How to complete this task
Exact repetition, pictures omitted: give every record below again.

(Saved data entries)
---+---
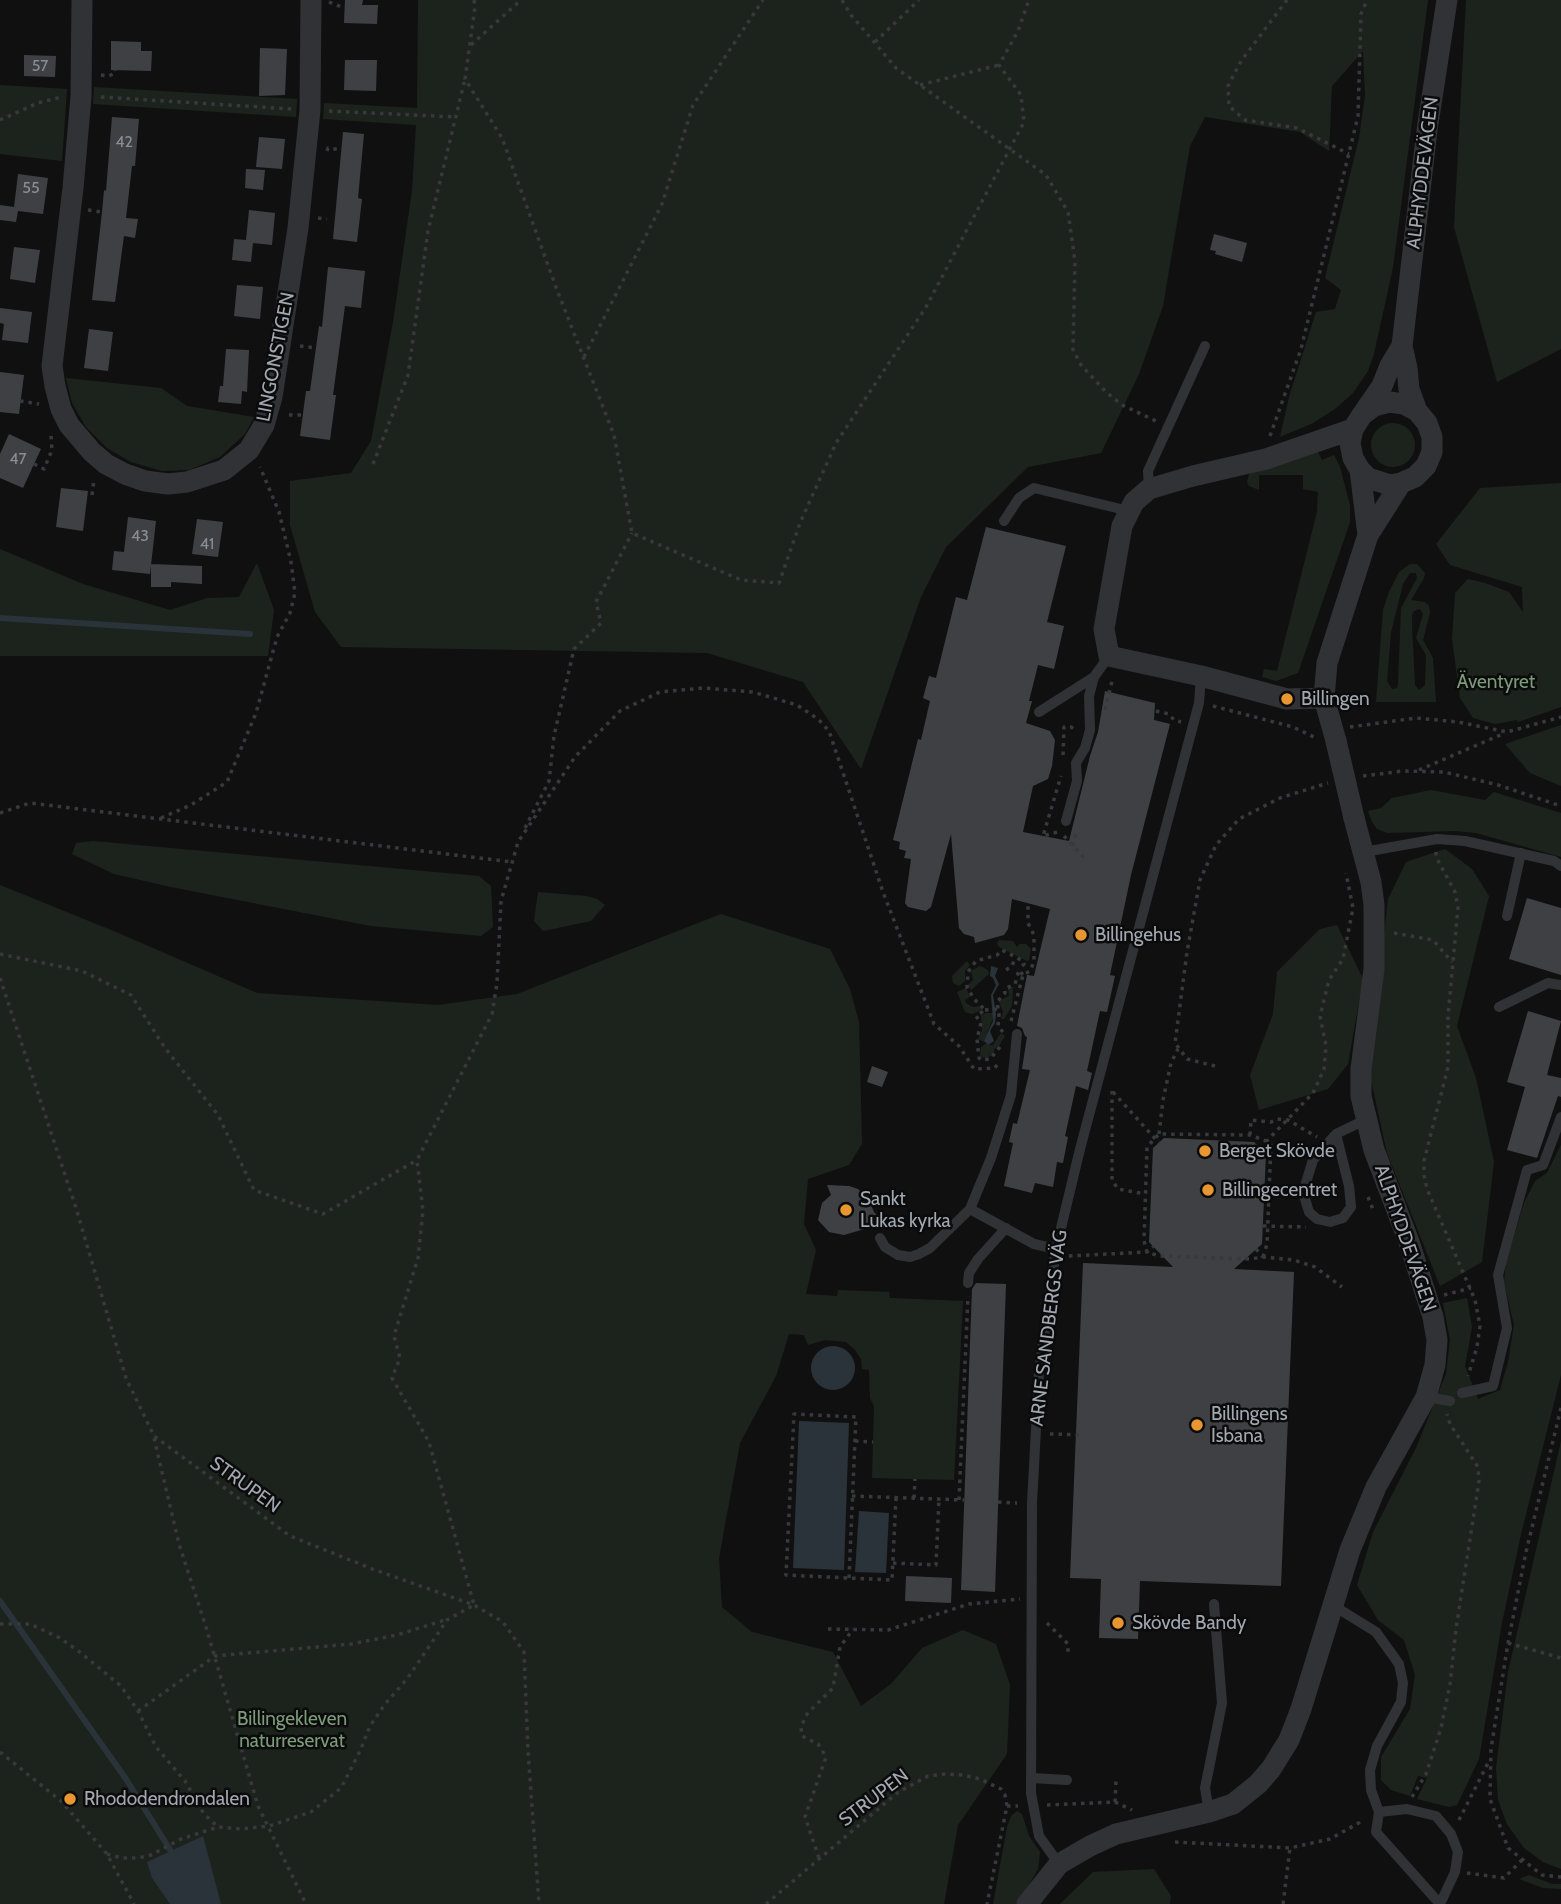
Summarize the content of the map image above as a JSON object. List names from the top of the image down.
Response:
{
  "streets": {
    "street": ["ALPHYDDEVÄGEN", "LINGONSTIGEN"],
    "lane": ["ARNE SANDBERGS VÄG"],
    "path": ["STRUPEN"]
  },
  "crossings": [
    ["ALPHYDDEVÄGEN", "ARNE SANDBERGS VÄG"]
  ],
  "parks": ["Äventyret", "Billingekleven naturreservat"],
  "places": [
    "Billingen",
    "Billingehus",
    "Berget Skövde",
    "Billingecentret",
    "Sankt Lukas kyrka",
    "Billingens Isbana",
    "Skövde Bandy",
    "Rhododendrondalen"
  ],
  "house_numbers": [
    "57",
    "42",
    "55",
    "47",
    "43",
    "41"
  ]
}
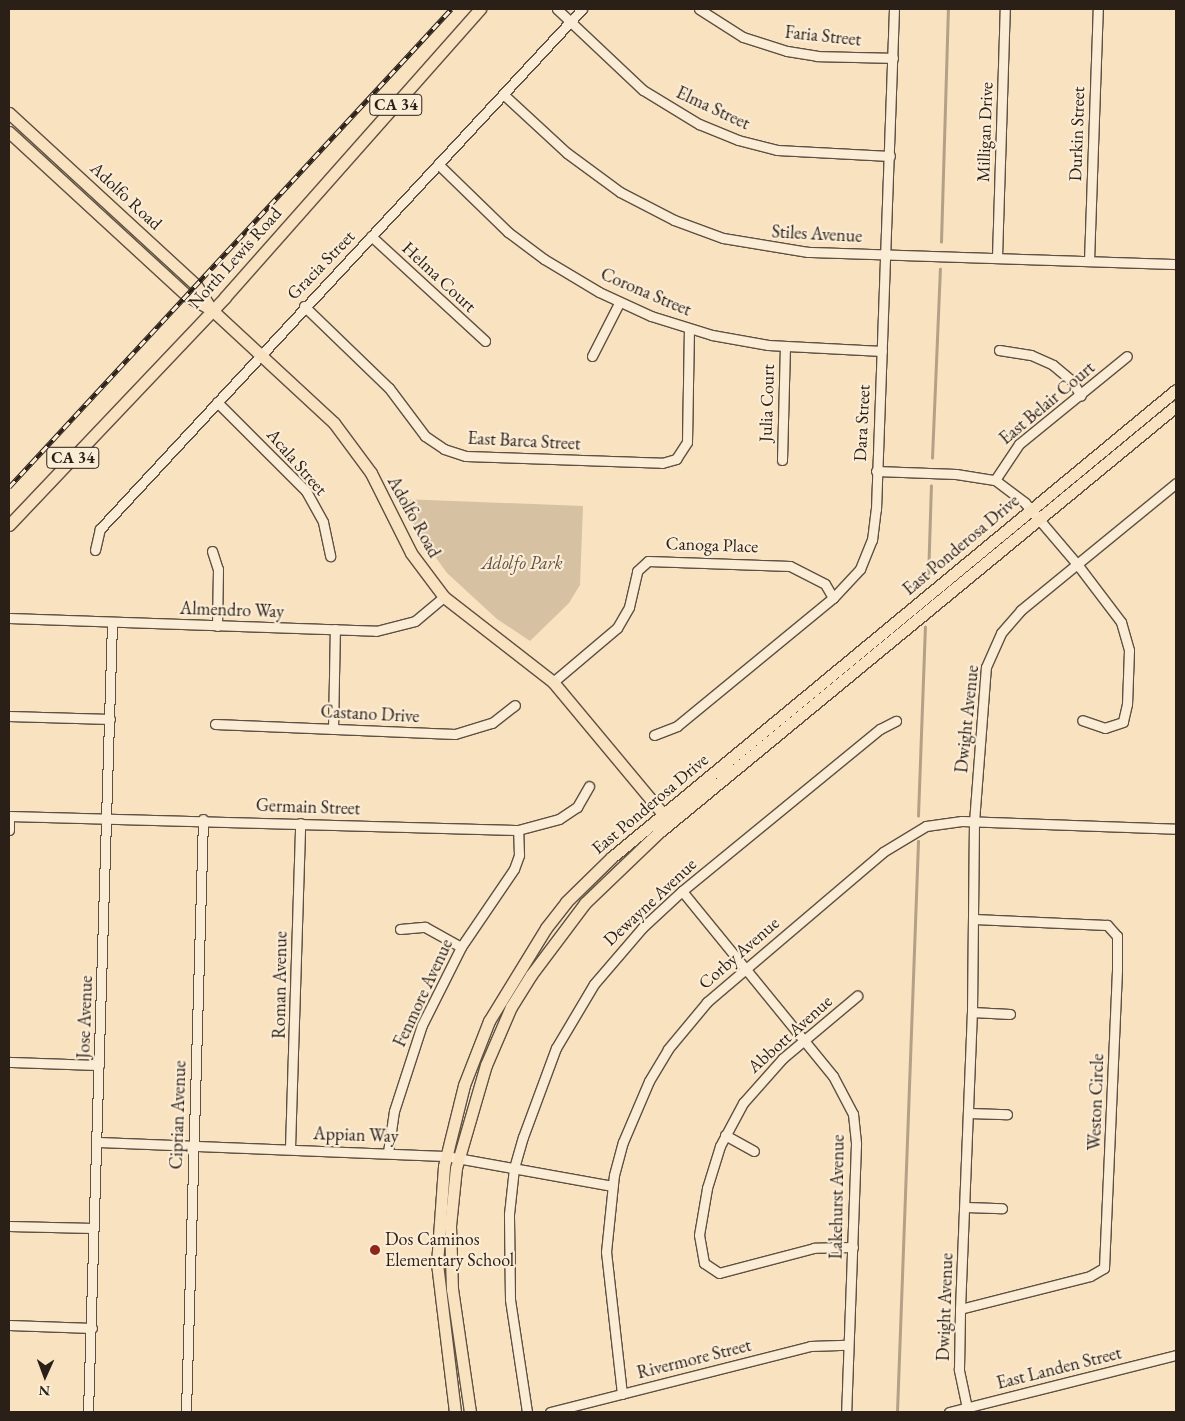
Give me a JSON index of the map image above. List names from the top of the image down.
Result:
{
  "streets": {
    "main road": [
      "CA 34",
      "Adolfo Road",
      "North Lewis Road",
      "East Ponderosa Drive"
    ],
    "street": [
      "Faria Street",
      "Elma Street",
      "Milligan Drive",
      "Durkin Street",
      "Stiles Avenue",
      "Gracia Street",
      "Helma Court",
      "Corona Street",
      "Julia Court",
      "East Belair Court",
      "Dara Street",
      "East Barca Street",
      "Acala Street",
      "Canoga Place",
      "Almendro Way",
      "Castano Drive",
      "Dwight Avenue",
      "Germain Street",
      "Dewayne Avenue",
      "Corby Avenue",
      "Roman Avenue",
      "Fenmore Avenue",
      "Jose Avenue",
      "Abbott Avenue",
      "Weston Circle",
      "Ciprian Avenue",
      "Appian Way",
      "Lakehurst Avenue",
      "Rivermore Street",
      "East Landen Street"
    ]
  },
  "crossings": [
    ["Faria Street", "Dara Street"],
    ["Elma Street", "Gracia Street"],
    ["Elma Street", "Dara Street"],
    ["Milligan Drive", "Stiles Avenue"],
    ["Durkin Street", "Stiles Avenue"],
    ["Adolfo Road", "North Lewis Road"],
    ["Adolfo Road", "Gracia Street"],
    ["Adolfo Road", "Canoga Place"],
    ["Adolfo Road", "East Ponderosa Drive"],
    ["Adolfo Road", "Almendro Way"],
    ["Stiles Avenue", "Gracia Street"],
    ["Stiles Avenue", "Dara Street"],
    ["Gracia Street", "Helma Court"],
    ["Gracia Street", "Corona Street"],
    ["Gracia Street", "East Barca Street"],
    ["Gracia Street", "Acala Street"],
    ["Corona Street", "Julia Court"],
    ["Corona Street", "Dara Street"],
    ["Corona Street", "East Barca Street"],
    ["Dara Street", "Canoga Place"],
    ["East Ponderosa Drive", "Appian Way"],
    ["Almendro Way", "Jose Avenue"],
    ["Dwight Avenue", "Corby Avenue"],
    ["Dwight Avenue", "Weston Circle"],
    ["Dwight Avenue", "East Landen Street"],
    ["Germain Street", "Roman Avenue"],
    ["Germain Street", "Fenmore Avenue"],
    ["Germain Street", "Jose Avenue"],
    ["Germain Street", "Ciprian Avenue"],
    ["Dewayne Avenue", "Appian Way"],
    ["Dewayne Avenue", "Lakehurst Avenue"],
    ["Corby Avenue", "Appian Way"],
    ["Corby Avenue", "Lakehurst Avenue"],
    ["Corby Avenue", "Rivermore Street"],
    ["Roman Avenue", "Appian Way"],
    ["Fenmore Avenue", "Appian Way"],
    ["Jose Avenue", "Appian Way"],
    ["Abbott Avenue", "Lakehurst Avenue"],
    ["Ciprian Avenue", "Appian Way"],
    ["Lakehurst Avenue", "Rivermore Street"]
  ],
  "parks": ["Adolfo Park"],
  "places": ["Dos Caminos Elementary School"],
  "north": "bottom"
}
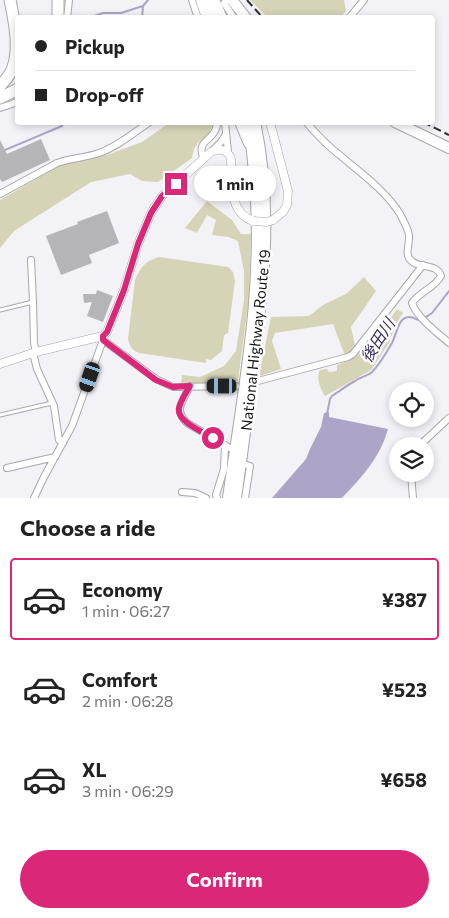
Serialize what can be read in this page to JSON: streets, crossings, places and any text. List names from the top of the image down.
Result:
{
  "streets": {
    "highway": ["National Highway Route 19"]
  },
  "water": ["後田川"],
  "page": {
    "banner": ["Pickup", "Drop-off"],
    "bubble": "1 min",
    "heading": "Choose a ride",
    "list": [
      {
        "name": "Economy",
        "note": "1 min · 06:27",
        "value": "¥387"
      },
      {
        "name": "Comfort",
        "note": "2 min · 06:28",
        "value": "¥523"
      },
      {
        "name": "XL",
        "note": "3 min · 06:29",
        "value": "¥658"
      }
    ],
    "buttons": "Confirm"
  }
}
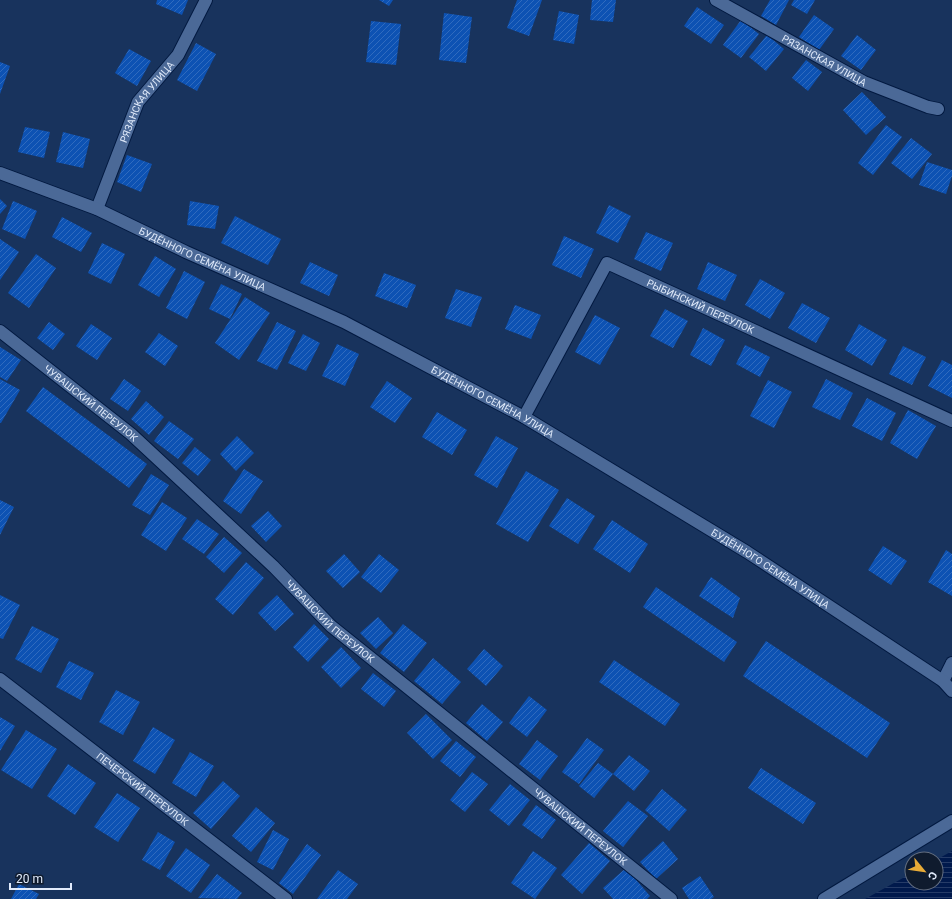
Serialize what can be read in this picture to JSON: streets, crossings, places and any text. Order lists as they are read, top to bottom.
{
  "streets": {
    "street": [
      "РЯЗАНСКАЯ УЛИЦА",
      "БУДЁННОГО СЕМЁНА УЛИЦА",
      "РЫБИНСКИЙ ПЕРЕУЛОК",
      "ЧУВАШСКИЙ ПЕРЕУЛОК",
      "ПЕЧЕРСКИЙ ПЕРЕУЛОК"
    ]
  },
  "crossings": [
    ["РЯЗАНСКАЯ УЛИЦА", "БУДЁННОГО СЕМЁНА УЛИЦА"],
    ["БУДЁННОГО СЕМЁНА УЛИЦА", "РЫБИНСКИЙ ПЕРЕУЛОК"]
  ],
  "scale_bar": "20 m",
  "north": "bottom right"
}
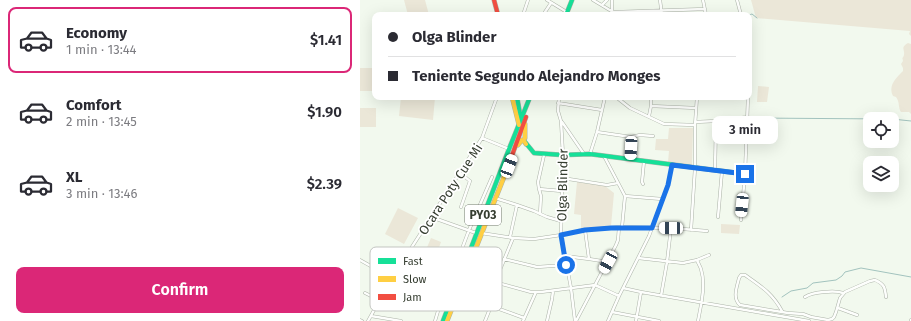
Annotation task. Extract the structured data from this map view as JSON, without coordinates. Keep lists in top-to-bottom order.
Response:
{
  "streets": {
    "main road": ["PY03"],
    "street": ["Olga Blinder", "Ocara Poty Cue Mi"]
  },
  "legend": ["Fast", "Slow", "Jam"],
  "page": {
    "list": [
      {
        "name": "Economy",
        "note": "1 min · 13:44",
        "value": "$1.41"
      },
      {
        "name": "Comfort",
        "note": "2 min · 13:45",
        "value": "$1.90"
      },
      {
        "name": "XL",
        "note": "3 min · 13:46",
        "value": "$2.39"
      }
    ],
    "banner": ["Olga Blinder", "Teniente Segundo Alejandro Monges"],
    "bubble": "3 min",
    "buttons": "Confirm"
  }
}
---+---
Task response
Summarize the content of the map image above as a JSON object. List names from the top of the image down.
Response:
{
  "streets": {
    "street": ["ALPHYDDEVÄGEN", "LINGONSTIGEN"],
    "lane": ["ARNE SANDBERGS VÄG"],
    "path": ["STRUPEN"]
  },
  "crossings": [
    ["ALPHYDDEVÄGEN", "ARNE SANDBERGS VÄG"]
  ],
  "parks": ["Äventyret", "Billingekleven naturreservat"],
  "places": [
    "Billingen",
    "Billingehus",
    "Berget Skövde",
    "Billingecentret",
    "Sankt Lukas kyrka",
    "Billingens Isbana",
    "Skövde Bandy",
    "Rhododendrondalen"
  ],
  "house_numbers": [
    "57",
    "42",
    "55",
    "47",
    "43",
    "41"
  ]
}
Give me a JSON index of the map image above. List names from the top of the image down.
Result:
{
  "streets": {
    "main road": [
      "CA 34",
      "Adolfo Road",
      "North Lewis Road",
      "East Ponderosa Drive"
    ],
    "street": [
      "Faria Street",
      "Elma Street",
      "Milligan Drive",
      "Durkin Street",
      "Stiles Avenue",
      "Gracia Street",
      "Helma Court",
      "Corona Street",
      "Julia Court",
      "East Belair Court",
      "Dara Street",
      "East Barca Street",
      "Acala Street",
      "Canoga Place",
      "Almendro Way",
      "Castano Drive",
      "Dwight Avenue",
      "Germain Street",
      "Dewayne Avenue",
      "Corby Avenue",
      "Roman Avenue",
      "Fenmore Avenue",
      "Jose Avenue",
      "Abbott Avenue",
      "Weston Circle",
      "Ciprian Avenue",
      "Appian Way",
      "Lakehurst Avenue",
      "Rivermore Street",
      "East Landen Street"
    ]
  },
  "crossings": [
    ["Faria Street", "Dara Street"],
    ["Elma Street", "Gracia Street"],
    ["Elma Street", "Dara Street"],
    ["Milligan Drive", "Stiles Avenue"],
    ["Durkin Street", "Stiles Avenue"],
    ["Adolfo Road", "North Lewis Road"],
    ["Adolfo Road", "Gracia Street"],
    ["Adolfo Road", "Canoga Place"],
    ["Adolfo Road", "East Ponderosa Drive"],
    ["Adolfo Road", "Almendro Way"],
    ["Stiles Avenue", "Gracia Street"],
    ["Stiles Avenue", "Dara Street"],
    ["Gracia Street", "Helma Court"],
    ["Gracia Street", "Corona Street"],
    ["Gracia Street", "East Barca Street"],
    ["Gracia Street", "Acala Street"],
    ["Corona Street", "Julia Court"],
    ["Corona Street", "Dara Street"],
    ["Corona Street", "East Barca Street"],
    ["Dara Street", "Canoga Place"],
    ["East Ponderosa Drive", "Appian Way"],
    ["Almendro Way", "Jose Avenue"],
    ["Dwight Avenue", "Corby Avenue"],
    ["Dwight Avenue", "Weston Circle"],
    ["Dwight Avenue", "East Landen Street"],
    ["Germain Street", "Roman Avenue"],
    ["Germain Street", "Fenmore Avenue"],
    ["Germain Street", "Jose Avenue"],
    ["Germain Street", "Ciprian Avenue"],
    ["Dewayne Avenue", "Appian Way"],
    ["Dewayne Avenue", "Lakehurst Avenue"],
    ["Corby Avenue", "Appian Way"],
    ["Corby Avenue", "Lakehurst Avenue"],
    ["Corby Avenue", "Rivermore Street"],
    ["Roman Avenue", "Appian Way"],
    ["Fenmore Avenue", "Appian Way"],
    ["Jose Avenue", "Appian Way"],
    ["Abbott Avenue", "Lakehurst Avenue"],
    ["Ciprian Avenue", "Appian Way"],
    ["Lakehurst Avenue", "Rivermore Street"]
  ],
  "parks": ["Adolfo Park"],
  "places": ["Dos Caminos Elementary School"],
  "north": "bottom"
}
Serialize what can be read in this page to JSON: streets, crossings, places and any text. List names from the top of the image down.
Result:
{
  "streets": {
    "highway": ["National Highway Route 19"]
  },
  "water": ["後田川"],
  "page": {
    "banner": ["Pickup", "Drop-off"],
    "bubble": "1 min",
    "heading": "Choose a ride",
    "list": [
      {
        "name": "Economy",
        "note": "1 min · 06:27",
        "value": "¥387"
      },
      {
        "name": "Comfort",
        "note": "2 min · 06:28",
        "value": "¥523"
      },
      {
        "name": "XL",
        "note": "3 min · 06:29",
        "value": "¥658"
      }
    ],
    "buttons": "Confirm"
  }
}
Serialize what can be read in this picture to JSON: streets, crossings, places and any text. Order lists as they are read, top to bottom.
{
  "streets": {
    "street": [
      "РЯЗАНСКАЯ УЛИЦА",
      "БУДЁННОГО СЕМЁНА УЛИЦА",
      "РЫБИНСКИЙ ПЕРЕУЛОК",
      "ЧУВАШСКИЙ ПЕРЕУЛОК",
      "ПЕЧЕРСКИЙ ПЕРЕУЛОК"
    ]
  },
  "crossings": [
    ["РЯЗАНСКАЯ УЛИЦА", "БУДЁННОГО СЕМЁНА УЛИЦА"],
    ["БУДЁННОГО СЕМЁНА УЛИЦА", "РЫБИНСКИЙ ПЕРЕУЛОК"]
  ],
  "scale_bar": "20 m",
  "north": "bottom right"
}
Annotation task. Extract the structured data from this map view as JSON, without coordinates. Keep lists in top-to-bottom order.
Response:
{
  "streets": {
    "main road": ["PY03"],
    "street": ["Olga Blinder", "Ocara Poty Cue Mi"]
  },
  "legend": ["Fast", "Slow", "Jam"],
  "page": {
    "list": [
      {
        "name": "Economy",
        "note": "1 min · 13:44",
        "value": "$1.41"
      },
      {
        "name": "Comfort",
        "note": "2 min · 13:45",
        "value": "$1.90"
      },
      {
        "name": "XL",
        "note": "3 min · 13:46",
        "value": "$2.39"
      }
    ],
    "banner": ["Olga Blinder", "Teniente Segundo Alejandro Monges"],
    "bubble": "3 min",
    "buttons": "Confirm"
  }
}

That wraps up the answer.